The combination of variants in Ötzi’s genome would have doubled his chance of getting heart disease.  

At the time of his death in his 40s, the Iceman had atherosclerosis. An arrow to the back killed him. “It’s possible that if he wasn’t killed by this arrow, he could have died of a heart attack or stroke 10 years later,” Zink says.

The researchers hope to conduct DNA analyses on the other mummies to see whether they also carry genetic variants that could spur heart disease.

But bad genes are no guarantee that someone will get heart disease, says David Hunt, a physical anthropologist at the Smithsonian Institution in Washington, D.C., who was not involved in the work. Environmental factors, such as diet, exercise, smoking habits and exposure to pollution are needed to bring on the disease, he says. “Genetics loads the bullets in the gun, but environment pulls the trigger,” Hunt says.

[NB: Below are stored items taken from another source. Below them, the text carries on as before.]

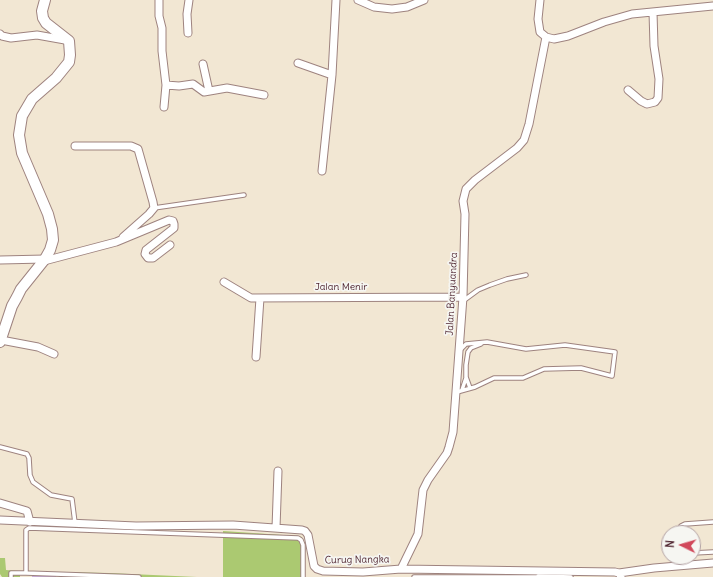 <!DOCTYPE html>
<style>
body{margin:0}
#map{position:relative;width:713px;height:577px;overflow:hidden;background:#f2e7d3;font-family:Delius,sans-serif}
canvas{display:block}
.north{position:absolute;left:661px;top:525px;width:40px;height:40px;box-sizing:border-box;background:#f6f6f2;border:1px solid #b1a0a2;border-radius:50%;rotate:275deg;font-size:11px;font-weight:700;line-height:16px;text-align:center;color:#4a1f2b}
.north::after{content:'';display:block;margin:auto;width:14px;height:18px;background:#d1495b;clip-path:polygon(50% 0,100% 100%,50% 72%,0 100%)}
</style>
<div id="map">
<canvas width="713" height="577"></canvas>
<div class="north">N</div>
</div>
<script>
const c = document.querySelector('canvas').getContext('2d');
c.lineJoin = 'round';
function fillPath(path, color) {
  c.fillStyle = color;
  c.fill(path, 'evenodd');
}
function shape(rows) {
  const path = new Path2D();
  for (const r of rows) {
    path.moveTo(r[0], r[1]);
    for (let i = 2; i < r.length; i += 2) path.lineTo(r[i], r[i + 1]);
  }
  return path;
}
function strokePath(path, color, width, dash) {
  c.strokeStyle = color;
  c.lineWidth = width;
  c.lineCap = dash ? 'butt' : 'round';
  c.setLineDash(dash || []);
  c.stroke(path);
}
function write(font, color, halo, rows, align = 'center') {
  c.font = font + ' Delius,sans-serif';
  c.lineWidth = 3.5;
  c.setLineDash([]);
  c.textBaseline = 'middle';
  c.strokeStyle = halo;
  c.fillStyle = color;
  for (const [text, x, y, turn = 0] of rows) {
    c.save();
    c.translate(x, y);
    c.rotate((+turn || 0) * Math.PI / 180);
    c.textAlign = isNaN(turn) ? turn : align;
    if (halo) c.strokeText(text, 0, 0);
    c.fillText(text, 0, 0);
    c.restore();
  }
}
fillPath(shape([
 [223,531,298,536,302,537,304,577,223,577],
 [0,558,5,558,6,570,20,571,20,577,2,577,0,574],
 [59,572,109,573,197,577,59,577]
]), '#abc971');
fillPath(shape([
 [32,575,56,576,56,577,32,577]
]), '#c7abd8');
const lane = shape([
 [154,208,244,195],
 [463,301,478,290,490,285,507,279,526,275],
 [470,388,466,377,466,365,468,352,471,348,481,344],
 [462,390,466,378],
 [457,392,475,387,494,378,523,378,544,369,581,368,612,376,615,352,565,345,526,349,487,342,466,344,460,350],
 [0,447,27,454,29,458,30,475,33,482,51,495,72,499,75,523],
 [680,533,681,526,685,524,713,522],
 [693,553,713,552],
 [679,566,679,557],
 [26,573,26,530,29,528,298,538,301,540,303,545,303,577],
 [538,576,571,577],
 [11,577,11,573,26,573,139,577],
 [414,577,538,577]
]);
const street = shape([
 [159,0,159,16,162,28,162,51,166,85,179,86,193,84,204,92,227,88,264,95],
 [358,0,374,7,392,9,407,7,424,0],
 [540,0,538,19,540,32,546,37,554,39,568,36,604,22,632,14,713,6],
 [188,33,187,14,189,0],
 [0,34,2,36,11,38,37,35,65,40],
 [298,63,332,75],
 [203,64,209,91],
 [628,90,641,101,647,104,655,102,658,98,659,79,654,46,653,12],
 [164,107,166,85],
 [75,146,131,146,138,149,153,202,154,208,149,214,123,237],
 [322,171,332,75,336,0],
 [0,260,45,259],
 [44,261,116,242,169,220,173,221,174,224,174,228,146,250,145,254,148,258,153,258,170,245],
 [224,282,251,298,463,297],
 [1,340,38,347,54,354],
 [256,357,260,298],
 [0,503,27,511,30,522],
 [0,520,136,526,233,525,302,530,305,531,308,535,314,566,317,569,323,571,363,572,401,569,615,572,619,573,621,577],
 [276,528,278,471],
 [401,569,418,534,423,490,428,480,447,453,449,447,453,432,463,297,465,214,463,201,466,189,475,180,517,148,524,140,529,124,546,37],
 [619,573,654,568,713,563]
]);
const secondary = shape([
 [0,342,12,306,17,297,21,289,45,259,50,250,53,240,52,229,48,214,22,153,19,135,22,116,32,99,56,78,69,62,70,55,69,41,46,23,43,18,42,11,45,0]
]);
strokePath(lane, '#9e837f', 5.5);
strokePath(street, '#9e837f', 9);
strokePath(secondary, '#9e837f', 12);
strokePath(lane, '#fff', 3.5);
strokePath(street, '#fff', 7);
strokePath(secondary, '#fff', 10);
write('10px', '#4a1f2b', '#f6f6f2', [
 ["Jalan Menir",341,287],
 ["Jalan Banyuandra",452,294,-87],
 ["Curug Nangka",357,560,-1]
]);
</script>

COLD HEART DISEASE The Tyrolean Iceman (top) died in the Alps about 5,300 years ago after being shot with an arrow. Scientists examined the Iceman’s mummy (bottom) and found hardening of some of his arteries. He also had genetic risk factors for heart disease. 4C/PFO from A. Zink et al/Global Heart 2014

Exactly what the trigger pullers were in ancient times is still a matter of debate. The researchers speculate that inhaling smoke from indoor cooking fires could have been the ancient health-wrecking equivalent of today’s cigarette smoking. Autopsies of two Aleutian Islanders revealed soot in their lungs, and CT scans showed that three of five examined had atherosclerosis.

Inflammation caused by chronic infections may also have brought on the disease, the researchers say. Many of the mummies studied carried parasites and evidence of other infections.

And don’t forget about stress, says coauthor Randall Thompson, a cardiologist at Saint Luke’s Mid America Heart Institute in Kansas City, Mo. “People think in earlier times it was a simpler, more natural life,” he says, but disease, weather, food shortages, cultural conflict and other difficulties of the ancient world could have produced stress to rival anything modern society dishes out.

As for Menephtah, the mummy that inspired the studies, his wrappings were unwound in 1907 and an autopsy uncovered “large bonelike patches” in the walls of his aorta. Allam’s team was unaware there had been an autopsy when it began its work, Allam says. CT scans confirmed the atherosclerosis diagnosis, he says.

While the researchers can’t say for certain that Menephtah died of heart disease, Allam says, “We would have put him as a high-risk patient.”